Brian Dennehy, Dennehy, Weller & Co

Henderson Strategic Bond: low risk

"I believe there is still potential in corporate bonds but it's important to buy a fund where the manager has lots of flexibility."

M&G Recovery: medium risk

"I'd go for a UK-focused fund and M&G's offers pedigree, experience and a hard to beat track record."

Jupiter India: high risk

"The India stock market is showing some relative strengths compared with other markets. Taking the long view, India has 25 per cent of the world's under-25s, which shows huge potential dynamism."

Mark Dampier, Hargreaves Lansdown

Casenove Absolute Target: low risk

"The fund hasn't had a great time over the past few weeks, but it aims to achieve about an 8 per cent return. It should produce near to its target over the long term, say 10 years."

Invesco Perpetual Income: medium risk

"Neil Woodford is one of the great managers and he is still likely to be around for at least the next five years. Returns from this fund may be volatile, but you've got to be prepared for falls if you're investing for the long-term and benefiting from pound-cost averaging."

Aberdeen Emerging Markets: high risk

"It invests in Asia and emerging markets, which will be the growth area. They have none of the baggage we have in the west."

Darius McDermott, Chelsea Financial Services

CF Miton Special Situations: low risk

"It made a profit – up 2.5 per cent – over the past 12 months, which is staggering. It's 30 per cent invested in cash but Martin Gray is one of the industry's premier currency managers."

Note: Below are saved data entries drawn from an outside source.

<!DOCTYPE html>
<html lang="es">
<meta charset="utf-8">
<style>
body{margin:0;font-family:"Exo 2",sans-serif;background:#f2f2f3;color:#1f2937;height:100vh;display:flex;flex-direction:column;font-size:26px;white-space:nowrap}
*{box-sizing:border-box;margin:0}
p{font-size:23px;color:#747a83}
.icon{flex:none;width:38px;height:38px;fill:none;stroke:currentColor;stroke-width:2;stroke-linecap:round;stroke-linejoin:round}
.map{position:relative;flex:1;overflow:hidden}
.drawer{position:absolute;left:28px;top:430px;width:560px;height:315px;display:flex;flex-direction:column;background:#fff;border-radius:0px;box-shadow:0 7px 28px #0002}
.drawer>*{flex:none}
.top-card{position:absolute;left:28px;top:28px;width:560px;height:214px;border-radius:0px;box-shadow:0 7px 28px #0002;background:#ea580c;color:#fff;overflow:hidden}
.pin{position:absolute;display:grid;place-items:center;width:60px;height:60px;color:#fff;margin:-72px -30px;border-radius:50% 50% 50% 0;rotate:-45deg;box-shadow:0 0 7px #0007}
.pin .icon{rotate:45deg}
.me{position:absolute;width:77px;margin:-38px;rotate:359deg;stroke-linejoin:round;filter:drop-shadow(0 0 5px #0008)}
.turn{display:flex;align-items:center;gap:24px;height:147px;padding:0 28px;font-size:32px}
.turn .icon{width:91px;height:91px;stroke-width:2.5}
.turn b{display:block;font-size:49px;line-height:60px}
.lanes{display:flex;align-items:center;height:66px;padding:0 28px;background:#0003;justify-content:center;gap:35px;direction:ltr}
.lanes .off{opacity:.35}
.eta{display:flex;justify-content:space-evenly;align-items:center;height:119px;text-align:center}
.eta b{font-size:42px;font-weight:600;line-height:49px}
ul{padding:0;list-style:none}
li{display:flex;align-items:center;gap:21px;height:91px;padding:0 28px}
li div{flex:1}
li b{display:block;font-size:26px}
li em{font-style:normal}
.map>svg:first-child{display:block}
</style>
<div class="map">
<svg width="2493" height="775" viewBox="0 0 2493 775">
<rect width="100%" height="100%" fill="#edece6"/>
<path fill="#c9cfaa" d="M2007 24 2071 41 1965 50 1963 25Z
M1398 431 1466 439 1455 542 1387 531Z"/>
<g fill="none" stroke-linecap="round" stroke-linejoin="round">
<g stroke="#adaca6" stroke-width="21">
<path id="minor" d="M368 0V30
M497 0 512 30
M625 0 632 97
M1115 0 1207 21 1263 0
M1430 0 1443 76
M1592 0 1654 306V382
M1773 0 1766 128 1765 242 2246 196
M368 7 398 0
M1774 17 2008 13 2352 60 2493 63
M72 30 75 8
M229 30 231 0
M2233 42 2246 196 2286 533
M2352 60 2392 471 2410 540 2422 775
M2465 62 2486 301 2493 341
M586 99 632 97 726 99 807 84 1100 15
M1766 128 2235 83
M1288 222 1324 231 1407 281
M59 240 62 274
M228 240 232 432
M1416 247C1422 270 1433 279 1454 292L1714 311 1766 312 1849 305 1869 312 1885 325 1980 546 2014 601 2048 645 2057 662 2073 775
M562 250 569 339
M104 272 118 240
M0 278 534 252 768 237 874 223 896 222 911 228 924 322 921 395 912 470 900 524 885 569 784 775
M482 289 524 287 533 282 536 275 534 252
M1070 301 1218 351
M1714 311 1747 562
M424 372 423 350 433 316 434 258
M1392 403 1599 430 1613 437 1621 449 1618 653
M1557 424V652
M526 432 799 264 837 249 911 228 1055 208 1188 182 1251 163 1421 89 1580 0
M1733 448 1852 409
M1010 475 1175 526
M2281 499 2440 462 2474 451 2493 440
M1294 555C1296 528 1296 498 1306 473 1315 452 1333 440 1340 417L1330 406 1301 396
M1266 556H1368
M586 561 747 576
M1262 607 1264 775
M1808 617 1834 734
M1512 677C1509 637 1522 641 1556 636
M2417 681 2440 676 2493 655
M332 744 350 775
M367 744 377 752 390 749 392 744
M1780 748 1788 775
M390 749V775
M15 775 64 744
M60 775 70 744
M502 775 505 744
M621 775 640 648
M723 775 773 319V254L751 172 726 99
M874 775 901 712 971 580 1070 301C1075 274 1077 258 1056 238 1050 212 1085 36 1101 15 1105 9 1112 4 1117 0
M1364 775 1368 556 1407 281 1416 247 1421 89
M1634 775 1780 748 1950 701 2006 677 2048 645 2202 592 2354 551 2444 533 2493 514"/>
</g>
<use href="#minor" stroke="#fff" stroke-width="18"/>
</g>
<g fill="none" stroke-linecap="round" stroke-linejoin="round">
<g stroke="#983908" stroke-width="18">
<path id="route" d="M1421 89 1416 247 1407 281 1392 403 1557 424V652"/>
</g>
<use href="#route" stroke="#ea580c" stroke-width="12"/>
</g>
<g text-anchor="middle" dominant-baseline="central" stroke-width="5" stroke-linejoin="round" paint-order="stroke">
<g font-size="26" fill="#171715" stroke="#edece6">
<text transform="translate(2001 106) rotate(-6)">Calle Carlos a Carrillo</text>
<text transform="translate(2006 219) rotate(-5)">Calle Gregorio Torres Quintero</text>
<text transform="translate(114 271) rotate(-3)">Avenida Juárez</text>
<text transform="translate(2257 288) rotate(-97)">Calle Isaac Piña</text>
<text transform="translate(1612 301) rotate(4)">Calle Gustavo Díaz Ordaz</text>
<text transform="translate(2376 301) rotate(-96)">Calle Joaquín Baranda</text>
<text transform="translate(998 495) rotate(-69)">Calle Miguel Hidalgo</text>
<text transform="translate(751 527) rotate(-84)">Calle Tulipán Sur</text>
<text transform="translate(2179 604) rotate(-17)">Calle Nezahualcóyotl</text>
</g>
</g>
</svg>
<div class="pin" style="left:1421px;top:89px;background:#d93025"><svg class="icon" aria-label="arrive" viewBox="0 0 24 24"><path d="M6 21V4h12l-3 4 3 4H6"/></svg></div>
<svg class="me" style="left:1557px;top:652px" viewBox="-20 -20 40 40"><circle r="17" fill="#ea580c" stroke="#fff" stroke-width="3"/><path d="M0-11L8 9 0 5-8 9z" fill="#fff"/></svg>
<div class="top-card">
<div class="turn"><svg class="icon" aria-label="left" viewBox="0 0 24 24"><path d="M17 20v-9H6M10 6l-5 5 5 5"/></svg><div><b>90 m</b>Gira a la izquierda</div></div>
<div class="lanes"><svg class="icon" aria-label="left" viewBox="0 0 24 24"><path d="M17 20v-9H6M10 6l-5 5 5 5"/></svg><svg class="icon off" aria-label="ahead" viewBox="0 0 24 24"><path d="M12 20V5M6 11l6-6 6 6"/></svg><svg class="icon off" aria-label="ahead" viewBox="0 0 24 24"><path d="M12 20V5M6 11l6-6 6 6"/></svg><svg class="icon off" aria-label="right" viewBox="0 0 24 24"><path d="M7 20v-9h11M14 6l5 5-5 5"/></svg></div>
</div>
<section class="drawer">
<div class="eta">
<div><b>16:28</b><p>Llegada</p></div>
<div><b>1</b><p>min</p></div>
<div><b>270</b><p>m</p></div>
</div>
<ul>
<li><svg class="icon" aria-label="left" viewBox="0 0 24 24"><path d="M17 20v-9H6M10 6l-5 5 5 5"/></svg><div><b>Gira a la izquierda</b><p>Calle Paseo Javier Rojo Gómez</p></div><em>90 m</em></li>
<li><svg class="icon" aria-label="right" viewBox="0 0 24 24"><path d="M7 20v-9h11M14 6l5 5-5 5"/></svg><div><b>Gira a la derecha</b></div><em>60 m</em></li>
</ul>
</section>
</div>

Artemis Income: medium risk

"It's a proven fund manager in a sector that looks at dividends as part of the total return, which is a story I like this year."

First State Asia Pacific Leaders: high risk

"I think it's probably the best Asian fund available to UK investors. Fund manager Angus Tulloch has an experienced team with an astounding long-term track record. They've done well in down as well as up years."